▶ _WHAT TO PRODUCE_
If a line of the records contains the word "body", list it.

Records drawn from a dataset

----------------------------------------

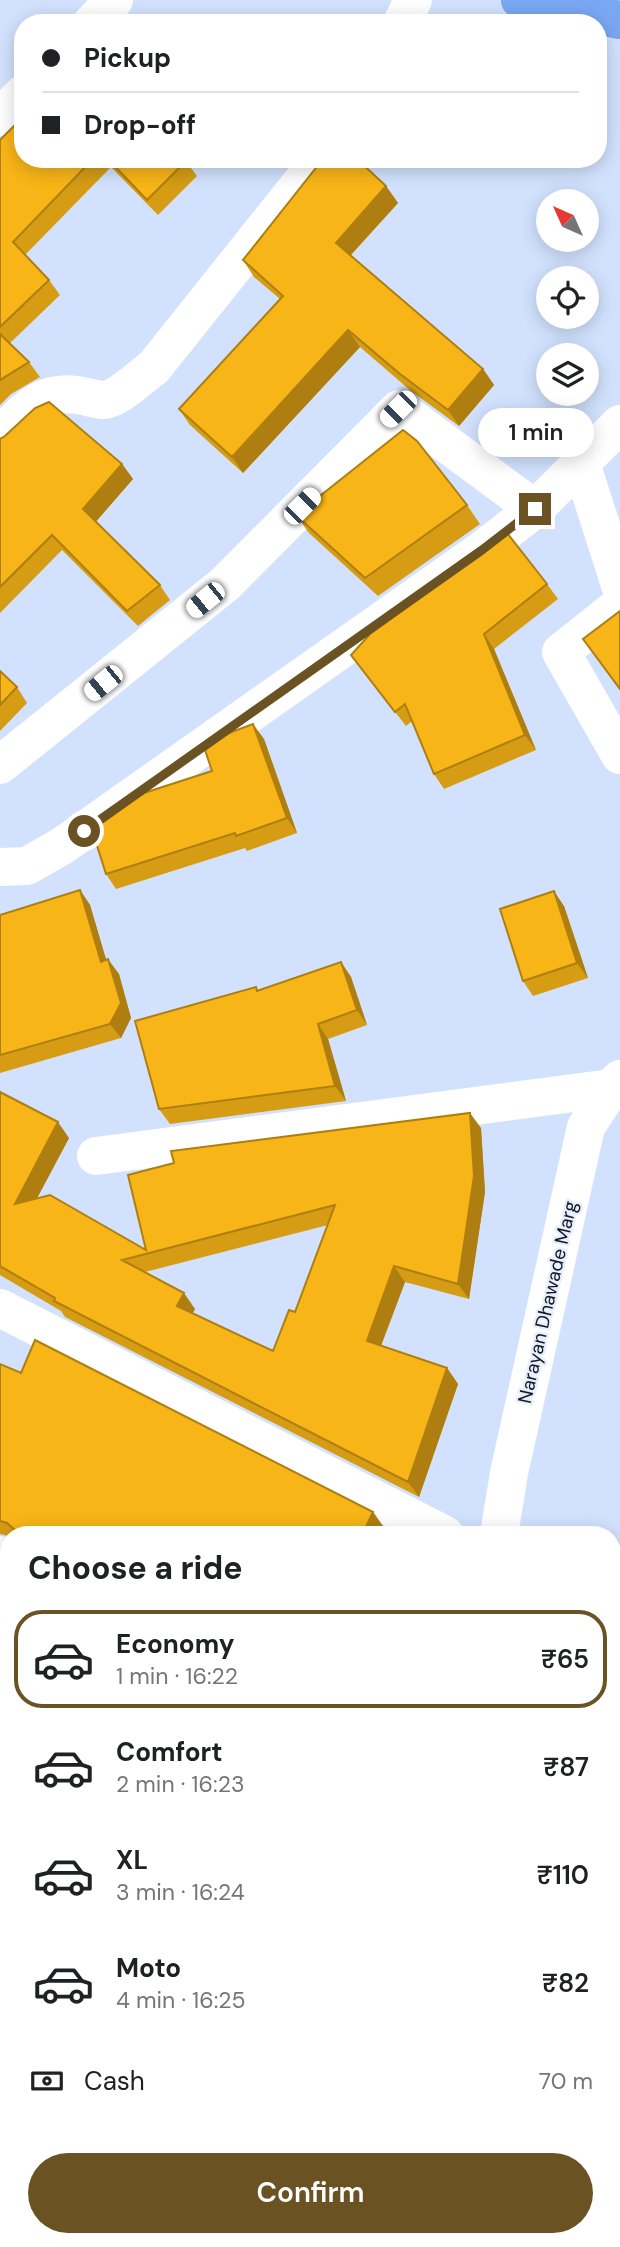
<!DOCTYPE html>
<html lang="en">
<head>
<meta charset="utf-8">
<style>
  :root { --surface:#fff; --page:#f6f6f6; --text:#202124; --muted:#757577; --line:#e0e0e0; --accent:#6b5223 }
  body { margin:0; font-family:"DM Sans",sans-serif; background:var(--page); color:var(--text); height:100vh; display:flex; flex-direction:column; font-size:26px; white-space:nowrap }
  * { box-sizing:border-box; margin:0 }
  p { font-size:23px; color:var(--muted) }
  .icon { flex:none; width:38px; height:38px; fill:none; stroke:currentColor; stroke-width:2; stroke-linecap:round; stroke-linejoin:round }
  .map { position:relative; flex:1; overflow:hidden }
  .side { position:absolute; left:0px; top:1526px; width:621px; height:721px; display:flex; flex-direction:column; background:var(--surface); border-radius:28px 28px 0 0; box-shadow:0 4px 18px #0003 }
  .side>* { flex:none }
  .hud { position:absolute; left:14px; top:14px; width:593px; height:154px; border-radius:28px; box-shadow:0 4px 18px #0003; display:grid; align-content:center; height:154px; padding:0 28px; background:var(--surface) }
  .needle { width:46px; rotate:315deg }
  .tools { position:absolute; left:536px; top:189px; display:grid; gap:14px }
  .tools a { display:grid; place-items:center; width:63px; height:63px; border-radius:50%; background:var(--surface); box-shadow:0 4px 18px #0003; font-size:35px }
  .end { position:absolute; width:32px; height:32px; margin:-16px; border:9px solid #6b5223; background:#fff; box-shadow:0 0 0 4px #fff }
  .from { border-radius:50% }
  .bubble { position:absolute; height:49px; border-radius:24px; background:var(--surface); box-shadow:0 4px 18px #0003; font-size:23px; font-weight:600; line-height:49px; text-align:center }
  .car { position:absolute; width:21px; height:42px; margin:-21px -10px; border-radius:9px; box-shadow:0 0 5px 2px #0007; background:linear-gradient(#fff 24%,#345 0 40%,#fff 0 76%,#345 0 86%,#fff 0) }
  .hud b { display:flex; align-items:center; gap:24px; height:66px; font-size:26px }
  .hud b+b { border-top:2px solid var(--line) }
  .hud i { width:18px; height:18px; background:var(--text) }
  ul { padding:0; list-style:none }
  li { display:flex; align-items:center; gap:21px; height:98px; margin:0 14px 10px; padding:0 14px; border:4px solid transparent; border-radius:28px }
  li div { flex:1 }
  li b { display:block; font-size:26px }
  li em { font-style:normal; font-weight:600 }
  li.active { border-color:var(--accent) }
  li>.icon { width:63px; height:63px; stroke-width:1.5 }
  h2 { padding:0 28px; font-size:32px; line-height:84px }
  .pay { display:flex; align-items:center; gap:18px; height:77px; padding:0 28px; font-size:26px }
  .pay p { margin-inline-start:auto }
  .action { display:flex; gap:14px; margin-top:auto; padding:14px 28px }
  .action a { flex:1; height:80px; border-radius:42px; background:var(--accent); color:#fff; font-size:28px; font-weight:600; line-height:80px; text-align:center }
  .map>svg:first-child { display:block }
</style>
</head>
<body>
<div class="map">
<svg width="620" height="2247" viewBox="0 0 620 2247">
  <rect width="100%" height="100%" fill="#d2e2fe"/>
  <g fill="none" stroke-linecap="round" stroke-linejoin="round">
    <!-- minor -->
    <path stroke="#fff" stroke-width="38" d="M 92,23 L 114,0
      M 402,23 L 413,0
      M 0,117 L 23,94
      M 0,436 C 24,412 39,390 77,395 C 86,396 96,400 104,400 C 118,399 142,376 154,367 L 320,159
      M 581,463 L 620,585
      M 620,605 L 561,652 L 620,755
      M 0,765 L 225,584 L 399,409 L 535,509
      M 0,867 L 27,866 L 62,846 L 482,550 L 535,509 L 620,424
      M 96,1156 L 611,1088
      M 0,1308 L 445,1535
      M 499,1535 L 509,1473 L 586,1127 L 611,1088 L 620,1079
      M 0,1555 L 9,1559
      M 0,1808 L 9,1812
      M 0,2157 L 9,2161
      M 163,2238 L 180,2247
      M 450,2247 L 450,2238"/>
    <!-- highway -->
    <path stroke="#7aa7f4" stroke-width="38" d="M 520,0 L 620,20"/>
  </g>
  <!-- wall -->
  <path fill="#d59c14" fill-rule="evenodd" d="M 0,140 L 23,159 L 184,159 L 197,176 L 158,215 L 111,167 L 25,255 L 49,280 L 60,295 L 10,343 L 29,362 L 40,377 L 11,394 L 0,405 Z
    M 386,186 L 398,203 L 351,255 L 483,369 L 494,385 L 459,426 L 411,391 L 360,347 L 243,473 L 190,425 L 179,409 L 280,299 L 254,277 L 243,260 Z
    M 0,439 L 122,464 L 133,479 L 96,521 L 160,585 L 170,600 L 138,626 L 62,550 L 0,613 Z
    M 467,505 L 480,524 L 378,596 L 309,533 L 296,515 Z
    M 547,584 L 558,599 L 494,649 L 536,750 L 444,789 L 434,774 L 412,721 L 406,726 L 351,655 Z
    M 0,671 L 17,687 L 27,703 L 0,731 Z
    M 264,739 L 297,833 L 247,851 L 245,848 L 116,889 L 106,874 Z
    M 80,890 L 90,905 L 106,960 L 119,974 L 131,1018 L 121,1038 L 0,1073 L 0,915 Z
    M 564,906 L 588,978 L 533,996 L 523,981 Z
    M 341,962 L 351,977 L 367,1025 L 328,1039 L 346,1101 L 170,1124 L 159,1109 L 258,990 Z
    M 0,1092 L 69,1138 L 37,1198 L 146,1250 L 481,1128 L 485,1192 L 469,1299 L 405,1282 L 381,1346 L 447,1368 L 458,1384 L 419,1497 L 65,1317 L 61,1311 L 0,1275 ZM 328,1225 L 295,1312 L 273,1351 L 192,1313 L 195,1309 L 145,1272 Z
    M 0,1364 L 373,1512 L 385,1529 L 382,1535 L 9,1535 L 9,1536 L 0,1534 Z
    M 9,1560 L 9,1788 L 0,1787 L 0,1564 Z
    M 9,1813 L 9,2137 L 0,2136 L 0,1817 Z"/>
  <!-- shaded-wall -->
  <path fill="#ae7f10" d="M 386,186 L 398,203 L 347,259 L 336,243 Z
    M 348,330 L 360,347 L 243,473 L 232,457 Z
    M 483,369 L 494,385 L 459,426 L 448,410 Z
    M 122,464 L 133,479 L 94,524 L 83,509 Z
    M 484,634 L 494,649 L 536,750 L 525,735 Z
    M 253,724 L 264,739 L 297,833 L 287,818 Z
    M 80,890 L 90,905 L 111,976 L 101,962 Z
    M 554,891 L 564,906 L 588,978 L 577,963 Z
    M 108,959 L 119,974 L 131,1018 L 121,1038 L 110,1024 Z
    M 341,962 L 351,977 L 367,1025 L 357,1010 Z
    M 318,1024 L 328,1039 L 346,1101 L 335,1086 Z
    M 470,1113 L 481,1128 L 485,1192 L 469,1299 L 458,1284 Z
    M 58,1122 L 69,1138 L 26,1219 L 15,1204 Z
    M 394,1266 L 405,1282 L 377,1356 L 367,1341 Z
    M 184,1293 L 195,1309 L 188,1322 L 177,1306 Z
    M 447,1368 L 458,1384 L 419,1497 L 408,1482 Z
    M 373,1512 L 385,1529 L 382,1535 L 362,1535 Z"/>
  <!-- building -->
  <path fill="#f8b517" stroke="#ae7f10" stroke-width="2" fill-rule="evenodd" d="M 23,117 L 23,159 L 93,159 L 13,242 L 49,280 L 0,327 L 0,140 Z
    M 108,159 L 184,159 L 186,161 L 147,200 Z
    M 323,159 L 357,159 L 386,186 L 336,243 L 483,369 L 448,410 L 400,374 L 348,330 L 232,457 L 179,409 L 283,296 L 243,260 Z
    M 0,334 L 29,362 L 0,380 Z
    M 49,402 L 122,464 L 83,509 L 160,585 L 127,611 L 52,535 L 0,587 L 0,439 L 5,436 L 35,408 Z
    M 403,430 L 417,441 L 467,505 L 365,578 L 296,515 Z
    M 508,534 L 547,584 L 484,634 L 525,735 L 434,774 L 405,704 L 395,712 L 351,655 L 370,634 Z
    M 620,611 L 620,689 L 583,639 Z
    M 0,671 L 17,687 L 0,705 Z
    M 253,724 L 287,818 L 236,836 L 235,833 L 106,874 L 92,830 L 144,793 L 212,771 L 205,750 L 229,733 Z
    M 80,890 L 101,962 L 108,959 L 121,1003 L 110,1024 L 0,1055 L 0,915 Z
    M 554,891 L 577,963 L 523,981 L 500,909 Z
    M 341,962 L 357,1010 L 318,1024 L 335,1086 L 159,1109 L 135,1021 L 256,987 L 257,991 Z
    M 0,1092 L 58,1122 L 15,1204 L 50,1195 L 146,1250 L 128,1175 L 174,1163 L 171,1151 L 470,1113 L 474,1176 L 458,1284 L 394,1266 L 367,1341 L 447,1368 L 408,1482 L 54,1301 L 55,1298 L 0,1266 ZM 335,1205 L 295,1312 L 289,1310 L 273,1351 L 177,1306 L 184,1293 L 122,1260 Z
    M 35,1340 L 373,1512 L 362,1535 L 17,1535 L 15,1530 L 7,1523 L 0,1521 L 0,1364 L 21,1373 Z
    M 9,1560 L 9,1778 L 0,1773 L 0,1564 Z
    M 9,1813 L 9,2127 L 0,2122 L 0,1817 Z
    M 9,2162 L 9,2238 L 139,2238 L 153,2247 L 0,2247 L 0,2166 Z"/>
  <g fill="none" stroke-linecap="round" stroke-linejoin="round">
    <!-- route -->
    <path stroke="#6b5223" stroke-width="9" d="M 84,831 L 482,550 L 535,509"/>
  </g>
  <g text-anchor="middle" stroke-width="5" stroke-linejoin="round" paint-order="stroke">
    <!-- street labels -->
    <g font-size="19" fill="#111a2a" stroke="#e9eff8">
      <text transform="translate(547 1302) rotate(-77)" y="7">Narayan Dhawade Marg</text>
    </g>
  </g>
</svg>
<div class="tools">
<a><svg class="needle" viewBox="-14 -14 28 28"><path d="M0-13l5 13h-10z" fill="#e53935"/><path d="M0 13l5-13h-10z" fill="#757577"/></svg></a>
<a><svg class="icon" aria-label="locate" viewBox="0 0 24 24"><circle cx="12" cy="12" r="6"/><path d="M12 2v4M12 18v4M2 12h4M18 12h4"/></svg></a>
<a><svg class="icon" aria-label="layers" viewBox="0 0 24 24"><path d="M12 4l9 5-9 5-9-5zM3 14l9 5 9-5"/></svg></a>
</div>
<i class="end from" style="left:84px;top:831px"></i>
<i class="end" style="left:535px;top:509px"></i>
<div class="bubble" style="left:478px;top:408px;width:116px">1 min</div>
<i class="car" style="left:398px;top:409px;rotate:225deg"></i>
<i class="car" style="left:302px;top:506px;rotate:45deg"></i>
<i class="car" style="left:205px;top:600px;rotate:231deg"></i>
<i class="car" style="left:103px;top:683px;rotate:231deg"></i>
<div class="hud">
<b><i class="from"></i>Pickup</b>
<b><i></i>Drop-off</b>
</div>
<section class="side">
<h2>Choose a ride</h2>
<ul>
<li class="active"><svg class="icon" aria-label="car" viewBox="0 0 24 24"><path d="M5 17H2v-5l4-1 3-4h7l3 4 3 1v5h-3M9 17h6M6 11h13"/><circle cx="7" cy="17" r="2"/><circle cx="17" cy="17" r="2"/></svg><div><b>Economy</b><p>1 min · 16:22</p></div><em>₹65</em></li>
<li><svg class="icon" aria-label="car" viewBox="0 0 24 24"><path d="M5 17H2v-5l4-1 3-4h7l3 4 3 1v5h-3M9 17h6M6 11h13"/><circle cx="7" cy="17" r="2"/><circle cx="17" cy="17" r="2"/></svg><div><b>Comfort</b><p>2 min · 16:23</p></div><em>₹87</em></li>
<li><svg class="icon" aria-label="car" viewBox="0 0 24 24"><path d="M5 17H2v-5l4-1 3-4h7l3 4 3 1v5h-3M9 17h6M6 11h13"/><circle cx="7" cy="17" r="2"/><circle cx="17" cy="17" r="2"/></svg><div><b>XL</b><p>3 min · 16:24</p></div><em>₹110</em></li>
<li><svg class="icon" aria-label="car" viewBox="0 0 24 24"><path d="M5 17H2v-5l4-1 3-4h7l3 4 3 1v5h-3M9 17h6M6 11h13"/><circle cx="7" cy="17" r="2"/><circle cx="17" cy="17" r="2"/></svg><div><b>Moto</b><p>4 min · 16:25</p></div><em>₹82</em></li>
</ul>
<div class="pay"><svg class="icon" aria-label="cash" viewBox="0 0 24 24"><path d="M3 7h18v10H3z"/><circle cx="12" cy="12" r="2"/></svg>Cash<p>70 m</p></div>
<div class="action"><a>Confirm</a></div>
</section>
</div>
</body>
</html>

----------------------------------------

▶ _TASK OUTPUT_
  body { margin:0; font-family:"DM Sans",sans-serif; background:var(--page); color:var(--text); height:100vh; display:flex; flex-direction:column; font-size:26px; white-space:nowrap }
<body>
</body>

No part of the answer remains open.